▸ **Your objective**: Search the entries below for the word "Elevation" and copy every line where it appears.

▸ **Data listing**:
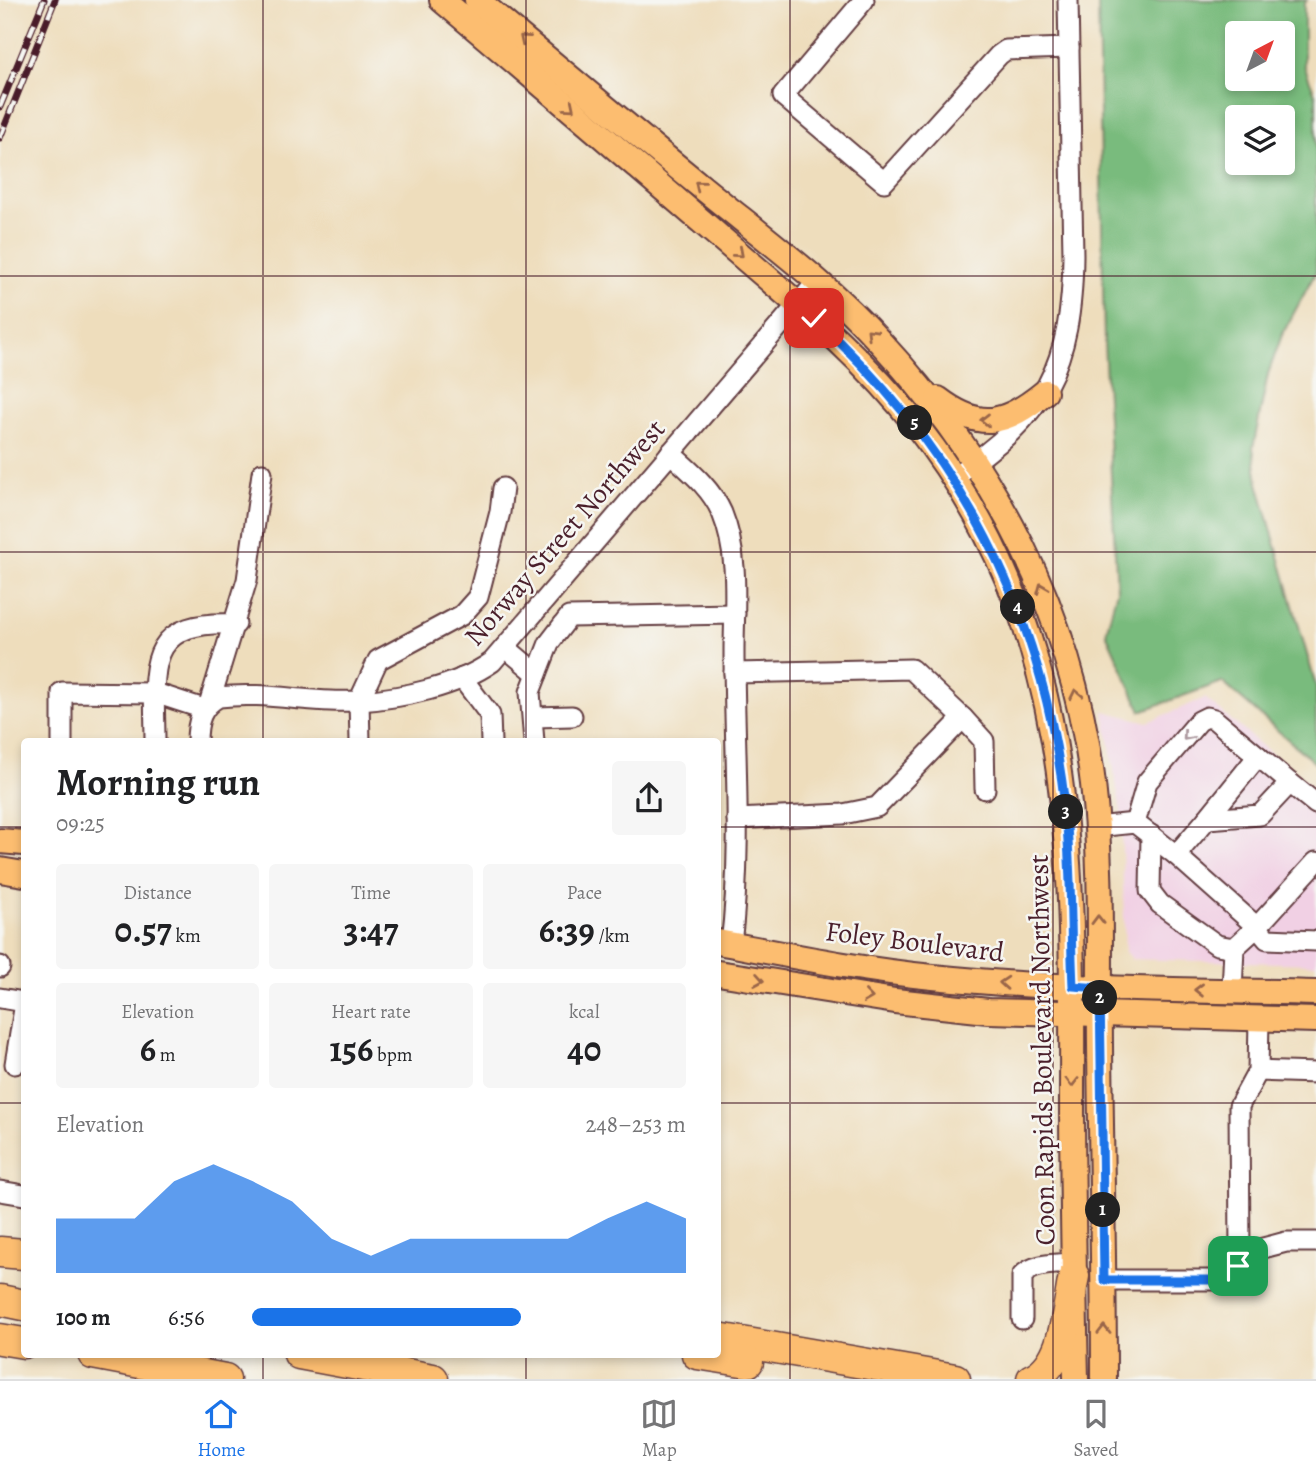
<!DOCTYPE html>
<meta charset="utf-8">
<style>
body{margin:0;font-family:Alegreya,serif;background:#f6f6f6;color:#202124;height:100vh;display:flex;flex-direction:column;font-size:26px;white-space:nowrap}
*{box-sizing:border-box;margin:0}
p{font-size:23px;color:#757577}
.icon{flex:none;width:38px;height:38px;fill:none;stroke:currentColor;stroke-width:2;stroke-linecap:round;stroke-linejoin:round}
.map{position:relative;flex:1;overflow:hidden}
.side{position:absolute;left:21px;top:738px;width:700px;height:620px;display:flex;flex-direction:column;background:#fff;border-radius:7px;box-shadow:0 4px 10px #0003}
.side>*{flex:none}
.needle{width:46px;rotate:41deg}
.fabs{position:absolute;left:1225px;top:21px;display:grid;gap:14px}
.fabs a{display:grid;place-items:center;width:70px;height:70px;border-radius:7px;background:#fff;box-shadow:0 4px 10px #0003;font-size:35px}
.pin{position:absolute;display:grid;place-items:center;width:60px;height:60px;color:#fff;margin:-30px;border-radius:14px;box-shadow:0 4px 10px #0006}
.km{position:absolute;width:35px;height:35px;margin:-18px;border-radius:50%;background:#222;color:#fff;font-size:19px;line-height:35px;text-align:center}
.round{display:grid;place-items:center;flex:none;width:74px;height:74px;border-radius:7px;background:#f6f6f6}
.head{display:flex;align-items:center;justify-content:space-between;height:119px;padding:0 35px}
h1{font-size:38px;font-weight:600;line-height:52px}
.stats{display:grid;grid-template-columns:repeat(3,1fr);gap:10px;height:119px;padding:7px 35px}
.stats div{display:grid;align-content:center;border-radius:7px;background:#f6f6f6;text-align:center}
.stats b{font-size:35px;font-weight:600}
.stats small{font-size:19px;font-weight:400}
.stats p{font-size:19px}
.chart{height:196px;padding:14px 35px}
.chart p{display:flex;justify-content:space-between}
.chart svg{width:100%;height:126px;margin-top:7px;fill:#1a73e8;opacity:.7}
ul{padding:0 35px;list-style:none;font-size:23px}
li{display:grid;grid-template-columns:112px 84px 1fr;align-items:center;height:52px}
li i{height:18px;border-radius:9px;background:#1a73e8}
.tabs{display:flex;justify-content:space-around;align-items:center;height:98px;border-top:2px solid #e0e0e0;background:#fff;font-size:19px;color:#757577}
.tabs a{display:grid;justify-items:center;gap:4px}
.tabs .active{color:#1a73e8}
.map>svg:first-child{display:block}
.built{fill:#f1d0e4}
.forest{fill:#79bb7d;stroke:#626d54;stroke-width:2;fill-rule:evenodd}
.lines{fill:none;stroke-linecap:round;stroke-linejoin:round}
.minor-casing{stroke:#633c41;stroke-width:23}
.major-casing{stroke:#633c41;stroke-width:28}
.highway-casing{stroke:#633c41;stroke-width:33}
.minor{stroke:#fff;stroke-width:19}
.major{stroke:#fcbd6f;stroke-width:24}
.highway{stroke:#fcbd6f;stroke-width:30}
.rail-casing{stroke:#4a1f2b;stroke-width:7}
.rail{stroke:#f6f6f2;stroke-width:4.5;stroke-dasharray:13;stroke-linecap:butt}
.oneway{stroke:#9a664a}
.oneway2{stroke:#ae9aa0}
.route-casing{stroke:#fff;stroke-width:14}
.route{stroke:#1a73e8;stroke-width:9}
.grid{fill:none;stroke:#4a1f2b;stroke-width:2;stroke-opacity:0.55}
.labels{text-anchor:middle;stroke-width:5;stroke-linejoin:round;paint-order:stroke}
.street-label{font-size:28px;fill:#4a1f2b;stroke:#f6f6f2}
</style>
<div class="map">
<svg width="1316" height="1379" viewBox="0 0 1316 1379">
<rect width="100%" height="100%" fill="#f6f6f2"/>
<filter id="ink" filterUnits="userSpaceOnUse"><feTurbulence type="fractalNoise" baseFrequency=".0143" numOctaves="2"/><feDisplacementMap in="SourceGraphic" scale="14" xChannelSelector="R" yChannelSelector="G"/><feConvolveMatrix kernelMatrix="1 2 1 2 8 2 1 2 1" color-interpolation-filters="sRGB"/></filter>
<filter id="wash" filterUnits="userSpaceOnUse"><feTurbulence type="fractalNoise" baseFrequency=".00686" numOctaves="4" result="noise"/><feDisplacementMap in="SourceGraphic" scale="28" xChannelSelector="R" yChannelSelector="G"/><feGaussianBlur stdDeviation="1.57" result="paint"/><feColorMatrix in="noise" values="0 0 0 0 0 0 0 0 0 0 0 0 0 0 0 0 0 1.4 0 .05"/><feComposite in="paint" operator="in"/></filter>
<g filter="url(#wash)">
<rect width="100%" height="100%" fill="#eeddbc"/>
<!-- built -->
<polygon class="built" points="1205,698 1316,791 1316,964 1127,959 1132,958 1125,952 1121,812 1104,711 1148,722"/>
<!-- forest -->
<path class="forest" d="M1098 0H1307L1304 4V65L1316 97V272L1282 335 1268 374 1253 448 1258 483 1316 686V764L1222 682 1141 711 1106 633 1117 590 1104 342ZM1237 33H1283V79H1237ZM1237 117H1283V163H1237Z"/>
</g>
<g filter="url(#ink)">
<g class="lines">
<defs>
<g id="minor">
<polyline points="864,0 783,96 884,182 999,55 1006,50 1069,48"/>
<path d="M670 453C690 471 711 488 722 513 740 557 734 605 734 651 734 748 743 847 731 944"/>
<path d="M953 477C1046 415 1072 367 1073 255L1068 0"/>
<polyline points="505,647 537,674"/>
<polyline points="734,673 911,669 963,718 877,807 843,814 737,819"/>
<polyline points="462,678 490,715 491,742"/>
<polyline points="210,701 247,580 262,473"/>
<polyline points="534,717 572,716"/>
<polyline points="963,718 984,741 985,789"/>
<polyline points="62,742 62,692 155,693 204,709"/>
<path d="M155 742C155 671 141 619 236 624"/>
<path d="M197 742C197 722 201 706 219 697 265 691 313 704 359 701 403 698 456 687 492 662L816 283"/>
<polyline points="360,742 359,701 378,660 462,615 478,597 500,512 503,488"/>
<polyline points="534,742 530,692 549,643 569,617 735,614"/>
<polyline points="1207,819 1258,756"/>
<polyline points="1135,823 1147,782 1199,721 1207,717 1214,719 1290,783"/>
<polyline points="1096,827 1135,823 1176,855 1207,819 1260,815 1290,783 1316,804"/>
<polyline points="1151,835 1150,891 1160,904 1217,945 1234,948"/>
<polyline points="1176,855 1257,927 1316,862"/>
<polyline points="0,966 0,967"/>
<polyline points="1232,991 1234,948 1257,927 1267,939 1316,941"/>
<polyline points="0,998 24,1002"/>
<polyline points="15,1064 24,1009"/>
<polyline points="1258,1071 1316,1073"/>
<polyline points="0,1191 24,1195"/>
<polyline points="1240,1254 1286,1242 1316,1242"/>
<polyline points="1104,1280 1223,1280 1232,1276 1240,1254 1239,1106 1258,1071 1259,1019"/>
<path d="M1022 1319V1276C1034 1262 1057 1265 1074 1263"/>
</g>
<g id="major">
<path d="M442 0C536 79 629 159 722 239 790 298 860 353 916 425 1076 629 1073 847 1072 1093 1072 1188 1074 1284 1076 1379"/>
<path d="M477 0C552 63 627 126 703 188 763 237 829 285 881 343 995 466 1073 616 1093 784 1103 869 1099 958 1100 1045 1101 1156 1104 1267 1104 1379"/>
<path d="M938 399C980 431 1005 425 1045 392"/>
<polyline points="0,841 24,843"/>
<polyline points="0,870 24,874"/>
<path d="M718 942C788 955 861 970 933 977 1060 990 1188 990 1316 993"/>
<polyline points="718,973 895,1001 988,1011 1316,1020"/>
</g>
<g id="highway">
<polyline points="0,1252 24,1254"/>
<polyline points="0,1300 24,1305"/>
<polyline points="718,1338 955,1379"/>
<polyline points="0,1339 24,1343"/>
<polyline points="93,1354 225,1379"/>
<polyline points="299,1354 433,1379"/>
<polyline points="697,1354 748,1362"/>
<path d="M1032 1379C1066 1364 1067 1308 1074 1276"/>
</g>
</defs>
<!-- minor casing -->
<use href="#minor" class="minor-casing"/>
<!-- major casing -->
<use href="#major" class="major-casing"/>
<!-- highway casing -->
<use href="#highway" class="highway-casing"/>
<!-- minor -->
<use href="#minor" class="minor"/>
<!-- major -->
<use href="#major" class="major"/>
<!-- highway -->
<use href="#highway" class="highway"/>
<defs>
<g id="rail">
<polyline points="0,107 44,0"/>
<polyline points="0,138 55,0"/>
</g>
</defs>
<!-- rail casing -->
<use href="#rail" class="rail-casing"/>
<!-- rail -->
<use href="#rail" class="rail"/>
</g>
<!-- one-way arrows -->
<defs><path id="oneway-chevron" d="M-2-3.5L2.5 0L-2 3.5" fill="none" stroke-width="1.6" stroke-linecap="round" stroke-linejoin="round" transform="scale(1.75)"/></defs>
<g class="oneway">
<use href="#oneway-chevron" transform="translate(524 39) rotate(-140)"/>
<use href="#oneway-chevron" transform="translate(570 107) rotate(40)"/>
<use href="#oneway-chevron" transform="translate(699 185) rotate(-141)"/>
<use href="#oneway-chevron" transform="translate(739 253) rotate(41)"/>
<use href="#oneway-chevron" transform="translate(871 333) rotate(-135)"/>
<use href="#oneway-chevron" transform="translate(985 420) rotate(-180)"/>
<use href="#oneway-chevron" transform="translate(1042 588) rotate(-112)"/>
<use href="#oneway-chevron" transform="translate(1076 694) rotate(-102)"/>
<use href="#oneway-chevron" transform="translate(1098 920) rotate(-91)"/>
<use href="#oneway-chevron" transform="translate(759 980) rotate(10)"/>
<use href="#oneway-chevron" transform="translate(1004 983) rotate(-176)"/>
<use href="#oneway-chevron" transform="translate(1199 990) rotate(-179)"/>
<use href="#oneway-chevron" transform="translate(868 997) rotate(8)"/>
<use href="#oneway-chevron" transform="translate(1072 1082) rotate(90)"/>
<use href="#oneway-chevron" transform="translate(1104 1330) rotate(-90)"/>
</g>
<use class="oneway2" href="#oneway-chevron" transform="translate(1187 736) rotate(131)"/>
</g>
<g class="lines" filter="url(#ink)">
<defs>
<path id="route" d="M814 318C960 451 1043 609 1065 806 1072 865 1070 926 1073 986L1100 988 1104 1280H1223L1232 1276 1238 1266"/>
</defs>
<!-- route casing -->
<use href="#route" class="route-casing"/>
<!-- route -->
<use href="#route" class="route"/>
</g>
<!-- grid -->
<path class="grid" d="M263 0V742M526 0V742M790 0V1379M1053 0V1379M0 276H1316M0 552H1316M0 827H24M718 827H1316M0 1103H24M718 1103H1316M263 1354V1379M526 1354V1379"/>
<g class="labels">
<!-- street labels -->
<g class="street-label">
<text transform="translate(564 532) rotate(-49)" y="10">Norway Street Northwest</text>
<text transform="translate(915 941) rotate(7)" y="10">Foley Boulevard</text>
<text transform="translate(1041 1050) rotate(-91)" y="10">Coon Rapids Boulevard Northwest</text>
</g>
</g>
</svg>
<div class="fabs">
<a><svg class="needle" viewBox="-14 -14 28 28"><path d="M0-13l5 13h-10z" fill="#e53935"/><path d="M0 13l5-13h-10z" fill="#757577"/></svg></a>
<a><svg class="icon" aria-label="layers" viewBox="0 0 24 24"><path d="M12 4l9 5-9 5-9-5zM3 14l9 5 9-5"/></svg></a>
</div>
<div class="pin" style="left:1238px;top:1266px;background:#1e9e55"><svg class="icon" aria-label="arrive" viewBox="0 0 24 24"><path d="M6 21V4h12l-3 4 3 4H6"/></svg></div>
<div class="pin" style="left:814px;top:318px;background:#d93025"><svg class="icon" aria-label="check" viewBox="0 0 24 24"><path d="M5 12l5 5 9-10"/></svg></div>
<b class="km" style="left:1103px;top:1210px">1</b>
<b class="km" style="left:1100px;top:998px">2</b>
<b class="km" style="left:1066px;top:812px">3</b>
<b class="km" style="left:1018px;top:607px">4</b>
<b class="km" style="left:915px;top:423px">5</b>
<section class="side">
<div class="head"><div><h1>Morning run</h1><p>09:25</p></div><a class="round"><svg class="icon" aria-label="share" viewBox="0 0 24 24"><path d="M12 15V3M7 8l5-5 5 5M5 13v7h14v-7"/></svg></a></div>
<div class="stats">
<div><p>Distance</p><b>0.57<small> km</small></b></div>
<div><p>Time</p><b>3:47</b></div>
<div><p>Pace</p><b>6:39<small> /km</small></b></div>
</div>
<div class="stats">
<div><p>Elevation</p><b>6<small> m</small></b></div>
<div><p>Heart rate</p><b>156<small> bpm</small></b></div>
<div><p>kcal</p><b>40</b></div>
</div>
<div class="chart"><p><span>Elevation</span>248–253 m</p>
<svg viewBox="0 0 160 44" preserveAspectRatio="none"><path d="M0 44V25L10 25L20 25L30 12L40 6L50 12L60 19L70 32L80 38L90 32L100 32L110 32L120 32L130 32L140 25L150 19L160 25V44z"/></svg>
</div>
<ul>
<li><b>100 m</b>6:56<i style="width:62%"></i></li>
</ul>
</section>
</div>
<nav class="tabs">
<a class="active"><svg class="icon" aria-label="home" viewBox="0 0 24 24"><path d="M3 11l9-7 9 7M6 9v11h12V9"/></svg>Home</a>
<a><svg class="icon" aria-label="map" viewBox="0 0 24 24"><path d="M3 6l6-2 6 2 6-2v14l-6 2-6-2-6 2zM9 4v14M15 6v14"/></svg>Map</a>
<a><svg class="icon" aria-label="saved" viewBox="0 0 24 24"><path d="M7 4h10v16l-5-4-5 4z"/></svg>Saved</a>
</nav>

▸ **Worked solution**:
<div><p>Elevation</p><b>6<small> m</small></b></div>
<div class="chart"><p><span>Elevation</span>248–253 m</p>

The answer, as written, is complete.